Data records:
══════════════════════════════
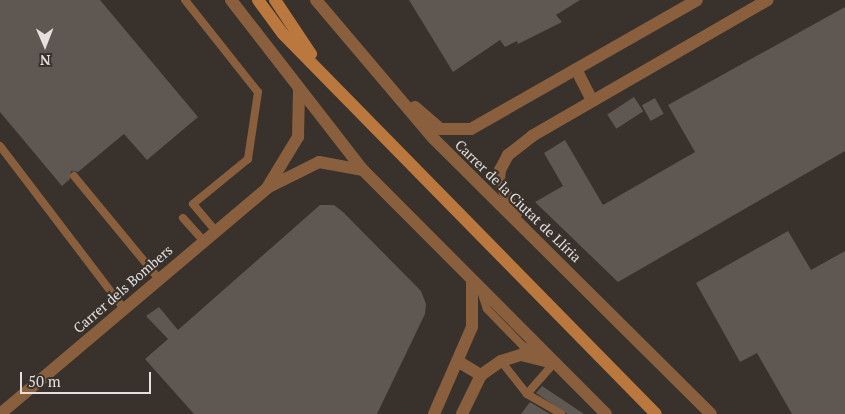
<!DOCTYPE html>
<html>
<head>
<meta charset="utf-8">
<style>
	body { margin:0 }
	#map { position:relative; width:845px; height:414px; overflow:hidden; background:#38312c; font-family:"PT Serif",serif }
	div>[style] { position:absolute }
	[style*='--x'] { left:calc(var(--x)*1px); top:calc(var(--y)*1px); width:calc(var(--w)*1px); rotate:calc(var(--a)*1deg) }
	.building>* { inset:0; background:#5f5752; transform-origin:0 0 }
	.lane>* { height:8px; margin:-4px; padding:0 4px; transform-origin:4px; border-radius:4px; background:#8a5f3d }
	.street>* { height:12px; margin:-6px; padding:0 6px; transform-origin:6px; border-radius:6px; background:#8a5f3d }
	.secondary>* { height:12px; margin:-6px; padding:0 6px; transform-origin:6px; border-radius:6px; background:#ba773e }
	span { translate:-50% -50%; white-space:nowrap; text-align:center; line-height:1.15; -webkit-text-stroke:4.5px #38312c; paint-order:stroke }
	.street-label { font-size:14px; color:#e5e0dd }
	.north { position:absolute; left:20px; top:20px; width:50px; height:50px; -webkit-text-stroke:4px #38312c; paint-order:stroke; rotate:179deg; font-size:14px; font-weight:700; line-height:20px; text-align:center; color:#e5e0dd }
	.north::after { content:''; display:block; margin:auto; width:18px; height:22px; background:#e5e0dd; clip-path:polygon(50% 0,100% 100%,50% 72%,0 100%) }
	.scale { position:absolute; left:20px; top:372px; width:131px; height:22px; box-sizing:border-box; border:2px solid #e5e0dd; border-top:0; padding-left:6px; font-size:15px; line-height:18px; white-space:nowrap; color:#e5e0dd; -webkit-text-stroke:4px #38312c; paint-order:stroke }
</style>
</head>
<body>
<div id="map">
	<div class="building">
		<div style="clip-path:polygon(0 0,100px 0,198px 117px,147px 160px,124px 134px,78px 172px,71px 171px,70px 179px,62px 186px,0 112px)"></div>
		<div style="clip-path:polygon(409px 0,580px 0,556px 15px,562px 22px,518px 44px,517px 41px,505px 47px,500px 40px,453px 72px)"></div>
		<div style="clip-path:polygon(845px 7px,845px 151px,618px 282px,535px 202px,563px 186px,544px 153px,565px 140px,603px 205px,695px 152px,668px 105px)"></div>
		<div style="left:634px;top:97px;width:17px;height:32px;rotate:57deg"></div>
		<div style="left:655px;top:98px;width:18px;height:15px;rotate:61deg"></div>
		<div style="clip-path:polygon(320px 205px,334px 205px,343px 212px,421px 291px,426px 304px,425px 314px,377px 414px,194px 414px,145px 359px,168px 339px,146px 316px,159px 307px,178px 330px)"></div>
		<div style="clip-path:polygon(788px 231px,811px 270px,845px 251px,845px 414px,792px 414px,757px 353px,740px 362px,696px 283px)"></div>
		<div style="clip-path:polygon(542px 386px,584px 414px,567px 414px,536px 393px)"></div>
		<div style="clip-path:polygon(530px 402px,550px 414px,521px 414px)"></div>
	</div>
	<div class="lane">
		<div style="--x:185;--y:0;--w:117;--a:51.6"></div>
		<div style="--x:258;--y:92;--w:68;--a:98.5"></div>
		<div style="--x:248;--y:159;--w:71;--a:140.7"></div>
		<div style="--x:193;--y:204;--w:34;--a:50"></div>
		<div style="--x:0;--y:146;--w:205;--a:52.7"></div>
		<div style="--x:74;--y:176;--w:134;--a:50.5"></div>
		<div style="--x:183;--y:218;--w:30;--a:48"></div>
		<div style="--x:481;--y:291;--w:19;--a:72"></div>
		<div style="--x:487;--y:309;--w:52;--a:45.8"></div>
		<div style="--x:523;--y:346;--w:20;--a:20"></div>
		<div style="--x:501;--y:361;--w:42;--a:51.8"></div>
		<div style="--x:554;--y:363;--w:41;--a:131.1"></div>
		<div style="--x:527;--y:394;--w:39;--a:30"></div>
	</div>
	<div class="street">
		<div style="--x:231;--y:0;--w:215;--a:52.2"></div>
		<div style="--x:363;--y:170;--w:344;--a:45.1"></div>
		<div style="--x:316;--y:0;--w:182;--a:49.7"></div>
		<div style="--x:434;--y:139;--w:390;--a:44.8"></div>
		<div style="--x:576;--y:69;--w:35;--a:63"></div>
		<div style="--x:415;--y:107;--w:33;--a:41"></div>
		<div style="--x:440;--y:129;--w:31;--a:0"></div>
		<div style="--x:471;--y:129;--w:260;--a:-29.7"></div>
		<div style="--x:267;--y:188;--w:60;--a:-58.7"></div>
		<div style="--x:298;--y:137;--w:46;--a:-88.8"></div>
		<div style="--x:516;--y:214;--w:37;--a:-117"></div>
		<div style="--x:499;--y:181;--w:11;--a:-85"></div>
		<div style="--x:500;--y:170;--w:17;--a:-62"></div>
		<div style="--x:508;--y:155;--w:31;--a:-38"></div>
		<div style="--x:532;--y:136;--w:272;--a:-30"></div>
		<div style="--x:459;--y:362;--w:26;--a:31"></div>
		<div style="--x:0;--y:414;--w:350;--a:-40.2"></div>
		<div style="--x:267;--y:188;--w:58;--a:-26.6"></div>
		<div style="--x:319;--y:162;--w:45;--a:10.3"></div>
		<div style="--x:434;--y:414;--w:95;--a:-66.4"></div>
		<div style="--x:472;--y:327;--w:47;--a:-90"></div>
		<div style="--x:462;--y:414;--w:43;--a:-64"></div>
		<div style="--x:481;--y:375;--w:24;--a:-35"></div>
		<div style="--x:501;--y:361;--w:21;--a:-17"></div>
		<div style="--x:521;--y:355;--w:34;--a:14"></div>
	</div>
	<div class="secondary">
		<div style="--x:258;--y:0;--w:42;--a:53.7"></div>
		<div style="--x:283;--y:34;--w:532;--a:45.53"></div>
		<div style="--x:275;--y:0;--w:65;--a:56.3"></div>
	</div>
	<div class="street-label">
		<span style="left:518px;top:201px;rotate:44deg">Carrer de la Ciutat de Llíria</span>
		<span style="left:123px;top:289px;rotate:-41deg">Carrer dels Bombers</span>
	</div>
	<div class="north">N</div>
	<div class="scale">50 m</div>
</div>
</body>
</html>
══════════════════════════════
WHAT YOU NEED TO DO:
Set down exactly and only the lines from the start of the entries above through the line containing "height:8px; margin:-4px; padding:0", both ends included, omitting the pictures.

REPLY TO THE TASK:
<!DOCTYPE html>
<html>
<head>
<meta charset="utf-8">
<style>
	body { margin:0 }
	#map { position:relative; width:845px; height:414px; overflow:hidden; background:#38312c; font-family:"PT Serif",serif }
	div>[style] { position:absolute }
	[style*='--x'] { left:calc(var(--x)*1px); top:calc(var(--y)*1px); width:calc(var(--w)*1px); rotate:calc(var(--a)*1deg) }
	.building>* { inset:0; background:#5f5752; transform-origin:0 0 }
	.lane>* { height:8px; margin:-4px; padding:0 4px; transform-origin:4px; border-radius:4px; background:#8a5f3d }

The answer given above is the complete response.